▶

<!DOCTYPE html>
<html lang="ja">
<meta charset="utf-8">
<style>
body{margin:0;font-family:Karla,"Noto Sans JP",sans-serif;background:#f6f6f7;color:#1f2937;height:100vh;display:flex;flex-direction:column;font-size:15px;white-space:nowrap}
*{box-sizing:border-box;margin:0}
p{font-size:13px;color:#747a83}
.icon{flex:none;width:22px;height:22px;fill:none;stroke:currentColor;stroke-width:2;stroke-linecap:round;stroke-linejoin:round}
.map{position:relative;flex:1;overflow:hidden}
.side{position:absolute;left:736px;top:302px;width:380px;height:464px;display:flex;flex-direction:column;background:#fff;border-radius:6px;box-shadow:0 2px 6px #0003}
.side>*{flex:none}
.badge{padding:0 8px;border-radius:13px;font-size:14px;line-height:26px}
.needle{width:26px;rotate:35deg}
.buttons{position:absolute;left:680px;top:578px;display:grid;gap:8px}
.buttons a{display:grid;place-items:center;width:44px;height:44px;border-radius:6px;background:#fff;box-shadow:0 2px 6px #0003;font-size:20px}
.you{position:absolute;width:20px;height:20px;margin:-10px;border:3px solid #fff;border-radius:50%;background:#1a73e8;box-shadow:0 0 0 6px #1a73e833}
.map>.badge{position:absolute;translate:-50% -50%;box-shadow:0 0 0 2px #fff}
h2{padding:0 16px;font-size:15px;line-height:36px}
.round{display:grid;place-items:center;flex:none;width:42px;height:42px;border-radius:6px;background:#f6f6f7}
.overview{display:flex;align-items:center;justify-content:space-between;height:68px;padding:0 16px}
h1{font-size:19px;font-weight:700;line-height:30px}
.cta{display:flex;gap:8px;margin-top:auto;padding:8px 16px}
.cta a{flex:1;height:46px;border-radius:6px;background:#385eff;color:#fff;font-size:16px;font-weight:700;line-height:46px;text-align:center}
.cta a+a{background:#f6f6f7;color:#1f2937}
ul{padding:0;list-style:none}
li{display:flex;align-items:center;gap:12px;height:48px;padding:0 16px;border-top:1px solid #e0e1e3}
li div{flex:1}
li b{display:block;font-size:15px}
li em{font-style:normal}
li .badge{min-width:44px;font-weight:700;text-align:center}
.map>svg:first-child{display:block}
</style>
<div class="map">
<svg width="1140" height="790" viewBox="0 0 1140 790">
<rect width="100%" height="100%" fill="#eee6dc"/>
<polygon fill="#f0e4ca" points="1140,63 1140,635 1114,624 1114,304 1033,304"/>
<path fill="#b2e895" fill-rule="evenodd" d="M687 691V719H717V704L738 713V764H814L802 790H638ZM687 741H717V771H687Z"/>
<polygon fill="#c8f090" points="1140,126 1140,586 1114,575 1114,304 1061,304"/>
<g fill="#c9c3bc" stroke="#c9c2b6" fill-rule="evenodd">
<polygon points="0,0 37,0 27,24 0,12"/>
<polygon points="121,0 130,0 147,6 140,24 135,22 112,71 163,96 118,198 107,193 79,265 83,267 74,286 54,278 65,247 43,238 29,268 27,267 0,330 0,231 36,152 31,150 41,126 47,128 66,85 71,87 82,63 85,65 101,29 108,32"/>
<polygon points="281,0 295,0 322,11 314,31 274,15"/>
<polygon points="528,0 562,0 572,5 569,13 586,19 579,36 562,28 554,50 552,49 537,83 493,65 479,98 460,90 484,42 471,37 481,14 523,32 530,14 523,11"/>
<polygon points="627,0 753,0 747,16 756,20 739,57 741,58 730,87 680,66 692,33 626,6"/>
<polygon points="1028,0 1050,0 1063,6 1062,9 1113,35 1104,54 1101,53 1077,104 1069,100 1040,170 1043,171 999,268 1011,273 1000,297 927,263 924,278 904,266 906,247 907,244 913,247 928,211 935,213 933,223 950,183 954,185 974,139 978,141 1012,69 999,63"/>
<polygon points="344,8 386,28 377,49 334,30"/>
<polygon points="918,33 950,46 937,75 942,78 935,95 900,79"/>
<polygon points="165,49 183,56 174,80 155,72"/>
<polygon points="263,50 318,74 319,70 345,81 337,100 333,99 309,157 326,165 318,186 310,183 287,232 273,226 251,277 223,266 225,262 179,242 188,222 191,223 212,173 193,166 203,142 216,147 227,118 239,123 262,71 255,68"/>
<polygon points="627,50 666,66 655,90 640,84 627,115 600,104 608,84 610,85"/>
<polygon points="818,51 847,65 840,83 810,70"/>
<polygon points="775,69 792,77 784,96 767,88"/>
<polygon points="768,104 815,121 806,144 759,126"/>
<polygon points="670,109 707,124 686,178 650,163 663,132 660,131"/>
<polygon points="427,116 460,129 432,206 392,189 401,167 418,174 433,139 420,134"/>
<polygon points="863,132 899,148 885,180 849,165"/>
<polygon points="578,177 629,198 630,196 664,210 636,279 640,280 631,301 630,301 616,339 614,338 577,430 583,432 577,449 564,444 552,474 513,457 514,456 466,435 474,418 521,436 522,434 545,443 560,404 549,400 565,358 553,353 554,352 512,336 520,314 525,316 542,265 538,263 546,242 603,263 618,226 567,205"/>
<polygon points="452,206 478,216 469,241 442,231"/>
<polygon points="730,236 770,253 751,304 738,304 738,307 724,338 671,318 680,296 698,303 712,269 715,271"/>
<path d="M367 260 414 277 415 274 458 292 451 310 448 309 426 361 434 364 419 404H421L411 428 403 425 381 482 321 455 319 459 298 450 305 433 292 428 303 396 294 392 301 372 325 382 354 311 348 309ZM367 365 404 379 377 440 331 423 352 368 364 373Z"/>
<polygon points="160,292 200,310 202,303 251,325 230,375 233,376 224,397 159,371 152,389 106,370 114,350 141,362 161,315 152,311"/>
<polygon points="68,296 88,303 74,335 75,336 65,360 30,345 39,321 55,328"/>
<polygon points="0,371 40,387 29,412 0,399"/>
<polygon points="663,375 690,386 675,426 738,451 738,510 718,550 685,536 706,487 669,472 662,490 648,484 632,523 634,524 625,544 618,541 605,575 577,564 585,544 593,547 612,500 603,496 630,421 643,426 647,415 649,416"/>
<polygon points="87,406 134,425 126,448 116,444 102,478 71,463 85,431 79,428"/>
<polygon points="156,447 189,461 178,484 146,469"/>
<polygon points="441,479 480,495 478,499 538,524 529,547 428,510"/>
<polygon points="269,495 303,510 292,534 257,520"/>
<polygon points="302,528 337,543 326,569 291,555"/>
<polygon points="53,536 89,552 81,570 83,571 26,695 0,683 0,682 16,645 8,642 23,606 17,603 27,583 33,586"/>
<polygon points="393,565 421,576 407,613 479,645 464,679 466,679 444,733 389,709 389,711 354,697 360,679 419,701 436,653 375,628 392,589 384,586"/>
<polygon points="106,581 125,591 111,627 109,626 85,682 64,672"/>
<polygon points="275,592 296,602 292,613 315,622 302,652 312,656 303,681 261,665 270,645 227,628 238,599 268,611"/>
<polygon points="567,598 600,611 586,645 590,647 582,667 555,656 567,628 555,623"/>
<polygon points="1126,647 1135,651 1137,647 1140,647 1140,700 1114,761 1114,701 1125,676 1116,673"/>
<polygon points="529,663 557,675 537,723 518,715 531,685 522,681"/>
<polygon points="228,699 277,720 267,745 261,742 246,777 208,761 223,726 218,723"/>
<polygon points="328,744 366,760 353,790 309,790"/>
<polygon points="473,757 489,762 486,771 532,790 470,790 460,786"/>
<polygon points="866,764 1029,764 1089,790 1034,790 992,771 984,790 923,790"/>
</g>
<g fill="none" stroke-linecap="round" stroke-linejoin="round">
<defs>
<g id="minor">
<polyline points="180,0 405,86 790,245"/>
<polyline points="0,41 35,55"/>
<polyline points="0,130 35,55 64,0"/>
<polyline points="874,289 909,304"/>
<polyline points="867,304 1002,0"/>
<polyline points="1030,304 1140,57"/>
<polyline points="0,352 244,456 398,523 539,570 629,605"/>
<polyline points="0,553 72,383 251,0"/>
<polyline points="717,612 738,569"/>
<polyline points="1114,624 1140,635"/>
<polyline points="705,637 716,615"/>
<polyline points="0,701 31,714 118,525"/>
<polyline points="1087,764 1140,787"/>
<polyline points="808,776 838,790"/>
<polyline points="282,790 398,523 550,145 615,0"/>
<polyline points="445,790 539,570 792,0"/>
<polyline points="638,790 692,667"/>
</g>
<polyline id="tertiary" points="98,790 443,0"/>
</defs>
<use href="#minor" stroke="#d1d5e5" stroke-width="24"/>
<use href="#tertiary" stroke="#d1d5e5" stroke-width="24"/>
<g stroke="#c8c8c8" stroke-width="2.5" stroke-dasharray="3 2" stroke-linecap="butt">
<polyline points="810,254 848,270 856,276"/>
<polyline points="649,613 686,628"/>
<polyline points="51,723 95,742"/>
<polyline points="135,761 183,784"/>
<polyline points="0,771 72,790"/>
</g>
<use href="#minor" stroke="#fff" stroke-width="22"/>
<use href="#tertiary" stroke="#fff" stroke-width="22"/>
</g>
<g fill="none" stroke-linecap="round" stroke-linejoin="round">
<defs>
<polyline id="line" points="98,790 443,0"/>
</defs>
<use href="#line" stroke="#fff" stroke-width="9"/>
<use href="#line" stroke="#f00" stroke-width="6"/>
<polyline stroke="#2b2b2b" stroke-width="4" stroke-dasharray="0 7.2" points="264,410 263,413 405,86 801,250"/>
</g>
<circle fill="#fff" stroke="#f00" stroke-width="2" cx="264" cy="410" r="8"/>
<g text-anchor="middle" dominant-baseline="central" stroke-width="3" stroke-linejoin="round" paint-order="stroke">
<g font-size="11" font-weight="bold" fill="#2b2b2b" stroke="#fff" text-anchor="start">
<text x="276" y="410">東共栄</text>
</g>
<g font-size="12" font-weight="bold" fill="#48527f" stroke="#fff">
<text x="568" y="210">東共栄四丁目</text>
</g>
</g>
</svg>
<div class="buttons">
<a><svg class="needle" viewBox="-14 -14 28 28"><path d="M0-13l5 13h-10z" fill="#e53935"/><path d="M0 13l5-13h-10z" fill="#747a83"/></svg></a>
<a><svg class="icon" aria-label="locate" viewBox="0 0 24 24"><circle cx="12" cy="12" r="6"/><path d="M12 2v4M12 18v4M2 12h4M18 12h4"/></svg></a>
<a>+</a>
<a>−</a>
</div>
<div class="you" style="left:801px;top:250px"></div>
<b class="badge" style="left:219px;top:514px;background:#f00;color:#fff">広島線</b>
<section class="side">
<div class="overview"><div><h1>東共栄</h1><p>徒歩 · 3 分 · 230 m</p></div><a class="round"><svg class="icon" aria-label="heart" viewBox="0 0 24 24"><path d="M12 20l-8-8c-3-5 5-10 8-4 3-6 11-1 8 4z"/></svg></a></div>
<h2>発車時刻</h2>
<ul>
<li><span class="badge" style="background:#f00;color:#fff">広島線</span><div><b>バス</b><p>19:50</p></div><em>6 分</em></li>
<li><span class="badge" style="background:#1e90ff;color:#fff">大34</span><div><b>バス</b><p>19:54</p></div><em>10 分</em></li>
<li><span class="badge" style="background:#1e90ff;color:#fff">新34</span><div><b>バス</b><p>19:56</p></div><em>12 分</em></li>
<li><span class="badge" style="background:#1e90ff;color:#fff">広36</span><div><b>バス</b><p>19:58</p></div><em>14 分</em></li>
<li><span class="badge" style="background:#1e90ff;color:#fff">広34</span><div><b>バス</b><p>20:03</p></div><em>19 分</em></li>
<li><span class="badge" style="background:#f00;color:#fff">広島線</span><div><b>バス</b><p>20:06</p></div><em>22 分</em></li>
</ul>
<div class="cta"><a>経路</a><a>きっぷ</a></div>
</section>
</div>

◀

:: TASK TO CARRY OUT ::
Would you copy out every line in the records that includes the string "anchor"?

:: ANSWER TO THE EXERCISE ::
<g text-anchor="middle" dominant-baseline="central" stroke-width="3" stroke-linejoin="round" paint-order="stroke">
<g font-size="11" font-weight="bold" fill="#2b2b2b" stroke="#fff" text-anchor="start">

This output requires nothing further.